→ **Provided information**:
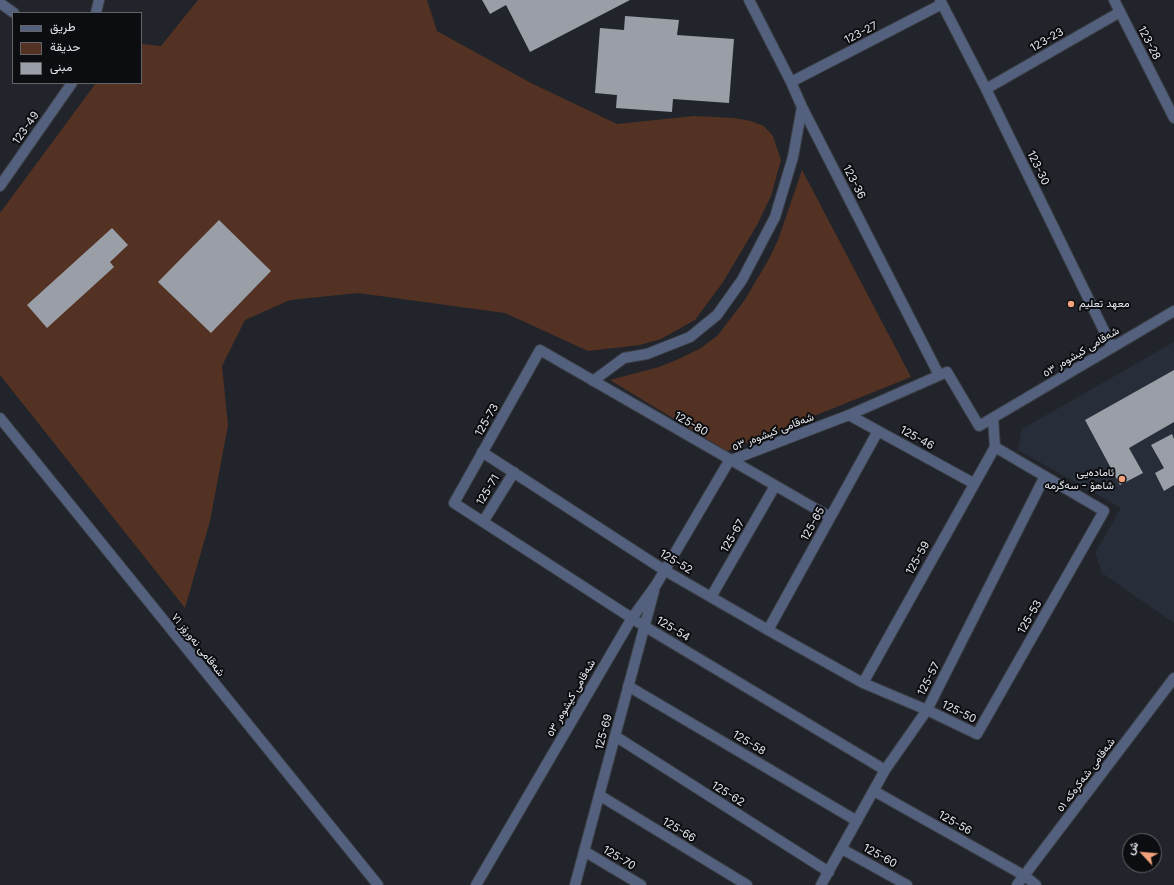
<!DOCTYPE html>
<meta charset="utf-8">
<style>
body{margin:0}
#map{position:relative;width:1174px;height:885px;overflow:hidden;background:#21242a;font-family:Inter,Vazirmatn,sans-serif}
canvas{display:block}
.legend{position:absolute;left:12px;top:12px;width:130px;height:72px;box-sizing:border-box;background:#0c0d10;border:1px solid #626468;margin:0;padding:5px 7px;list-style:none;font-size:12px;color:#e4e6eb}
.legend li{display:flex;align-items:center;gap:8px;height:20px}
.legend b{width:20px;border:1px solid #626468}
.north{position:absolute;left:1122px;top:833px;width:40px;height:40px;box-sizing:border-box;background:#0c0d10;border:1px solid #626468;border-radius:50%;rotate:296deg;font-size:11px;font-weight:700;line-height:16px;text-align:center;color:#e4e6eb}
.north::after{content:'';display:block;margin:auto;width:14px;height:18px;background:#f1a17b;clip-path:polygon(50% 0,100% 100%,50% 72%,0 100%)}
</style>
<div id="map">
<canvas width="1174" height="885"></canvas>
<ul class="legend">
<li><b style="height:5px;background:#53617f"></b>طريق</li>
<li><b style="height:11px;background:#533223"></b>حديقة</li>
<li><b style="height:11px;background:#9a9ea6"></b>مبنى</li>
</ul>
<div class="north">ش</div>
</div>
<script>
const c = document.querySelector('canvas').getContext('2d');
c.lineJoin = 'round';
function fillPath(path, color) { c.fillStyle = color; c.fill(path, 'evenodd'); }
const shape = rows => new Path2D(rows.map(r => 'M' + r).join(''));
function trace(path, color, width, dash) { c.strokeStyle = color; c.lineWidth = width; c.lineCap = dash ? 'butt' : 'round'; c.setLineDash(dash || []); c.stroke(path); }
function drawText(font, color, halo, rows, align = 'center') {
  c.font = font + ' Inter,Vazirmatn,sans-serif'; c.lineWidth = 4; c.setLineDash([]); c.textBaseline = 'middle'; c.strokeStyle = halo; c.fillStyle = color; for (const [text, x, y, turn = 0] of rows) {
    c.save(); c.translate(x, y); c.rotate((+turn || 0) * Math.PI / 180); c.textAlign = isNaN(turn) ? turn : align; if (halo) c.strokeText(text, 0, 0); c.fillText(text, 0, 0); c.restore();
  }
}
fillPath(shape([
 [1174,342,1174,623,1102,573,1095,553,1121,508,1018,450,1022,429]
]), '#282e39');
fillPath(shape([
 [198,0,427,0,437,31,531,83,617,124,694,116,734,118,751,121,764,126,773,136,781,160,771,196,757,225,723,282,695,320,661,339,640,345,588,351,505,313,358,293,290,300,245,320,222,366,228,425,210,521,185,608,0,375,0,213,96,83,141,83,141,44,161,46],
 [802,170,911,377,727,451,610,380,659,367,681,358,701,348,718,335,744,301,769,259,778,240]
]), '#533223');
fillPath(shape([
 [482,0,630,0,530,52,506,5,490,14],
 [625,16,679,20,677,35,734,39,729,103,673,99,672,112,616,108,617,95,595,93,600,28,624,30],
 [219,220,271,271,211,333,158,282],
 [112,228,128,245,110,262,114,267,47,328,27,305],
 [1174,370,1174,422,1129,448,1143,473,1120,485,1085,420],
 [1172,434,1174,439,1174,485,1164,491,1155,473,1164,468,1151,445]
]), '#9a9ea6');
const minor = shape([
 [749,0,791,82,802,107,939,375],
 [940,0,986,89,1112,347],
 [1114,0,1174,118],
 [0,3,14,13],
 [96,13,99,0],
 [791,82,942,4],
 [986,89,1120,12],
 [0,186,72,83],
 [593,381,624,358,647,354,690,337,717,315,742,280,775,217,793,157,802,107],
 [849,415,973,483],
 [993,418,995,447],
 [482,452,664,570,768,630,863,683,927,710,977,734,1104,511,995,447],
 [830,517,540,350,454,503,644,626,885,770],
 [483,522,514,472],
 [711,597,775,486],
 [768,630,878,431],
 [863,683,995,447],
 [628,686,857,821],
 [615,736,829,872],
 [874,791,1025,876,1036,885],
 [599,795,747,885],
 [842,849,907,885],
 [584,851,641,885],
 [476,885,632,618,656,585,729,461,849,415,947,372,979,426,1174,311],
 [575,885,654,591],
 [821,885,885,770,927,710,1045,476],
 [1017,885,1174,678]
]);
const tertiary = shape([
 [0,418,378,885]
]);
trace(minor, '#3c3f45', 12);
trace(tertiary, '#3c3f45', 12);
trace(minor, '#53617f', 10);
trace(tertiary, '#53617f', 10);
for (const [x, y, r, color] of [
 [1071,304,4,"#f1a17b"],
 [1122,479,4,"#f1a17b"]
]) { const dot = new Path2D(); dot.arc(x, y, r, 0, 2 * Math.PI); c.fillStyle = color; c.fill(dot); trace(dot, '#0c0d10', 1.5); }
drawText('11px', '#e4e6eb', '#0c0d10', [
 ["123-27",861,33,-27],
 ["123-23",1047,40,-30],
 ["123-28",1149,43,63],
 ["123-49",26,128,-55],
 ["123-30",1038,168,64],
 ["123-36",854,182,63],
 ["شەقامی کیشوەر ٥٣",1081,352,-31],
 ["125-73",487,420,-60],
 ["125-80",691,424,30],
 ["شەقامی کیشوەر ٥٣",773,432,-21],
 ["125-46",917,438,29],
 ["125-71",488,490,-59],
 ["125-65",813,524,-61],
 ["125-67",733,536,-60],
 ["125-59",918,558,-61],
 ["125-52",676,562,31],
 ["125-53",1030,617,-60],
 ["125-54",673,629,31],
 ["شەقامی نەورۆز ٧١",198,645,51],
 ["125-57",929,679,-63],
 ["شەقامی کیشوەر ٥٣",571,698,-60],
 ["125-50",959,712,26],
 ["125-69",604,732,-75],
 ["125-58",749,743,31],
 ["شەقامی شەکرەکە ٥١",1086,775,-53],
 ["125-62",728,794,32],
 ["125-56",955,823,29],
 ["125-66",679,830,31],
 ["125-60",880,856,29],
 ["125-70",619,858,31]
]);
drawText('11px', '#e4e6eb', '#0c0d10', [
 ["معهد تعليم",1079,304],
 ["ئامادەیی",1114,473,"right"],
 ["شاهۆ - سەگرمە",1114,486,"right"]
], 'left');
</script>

→ **Problem to solve**: The copy should run from the first line of the material above through the line with "const c = document.querySelector('canvas').getContext('2d');", repeated exactly and without pictures.

→ **Expected output**:
<!DOCTYPE html>
<meta charset="utf-8">
<style>
body{margin:0}
#map{position:relative;width:1174px;height:885px;overflow:hidden;background:#21242a;font-family:Inter,Vazirmatn,sans-serif}
canvas{display:block}
.legend{position:absolute;left:12px;top:12px;width:130px;height:72px;box-sizing:border-box;background:#0c0d10;border:1px solid #626468;margin:0;padding:5px 7px;list-style:none;font-size:12px;color:#e4e6eb}
.legend li{display:flex;align-items:center;gap:8px;height:20px}
.legend b{width:20px;border:1px solid #626468}
.north{position:absolute;left:1122px;top:833px;width:40px;height:40px;box-sizing:border-box;background:#0c0d10;border:1px solid #626468;border-radius:50%;rotate:296deg;font-size:11px;font-weight:700;line-height:16px;text-align:center;color:#e4e6eb}
.north::after{content:'';display:block;margin:auto;width:14px;height:18px;background:#f1a17b;clip-path:polygon(50% 0,100% 100%,50% 72%,0 100%)}
</style>
<div id="map">
<canvas width="1174" height="885"></canvas>
<ul class="legend">
<li><b style="height:5px;background:#53617f"></b>طريق</li>
<li><b style="height:11px;background:#533223"></b>حديقة</li>
<li><b style="height:11px;background:#9a9ea6"></b>مبنى</li>
</ul>
<div class="north">ش</div>
</div>
<script>
const c = document.querySelector('canvas').getContext('2d');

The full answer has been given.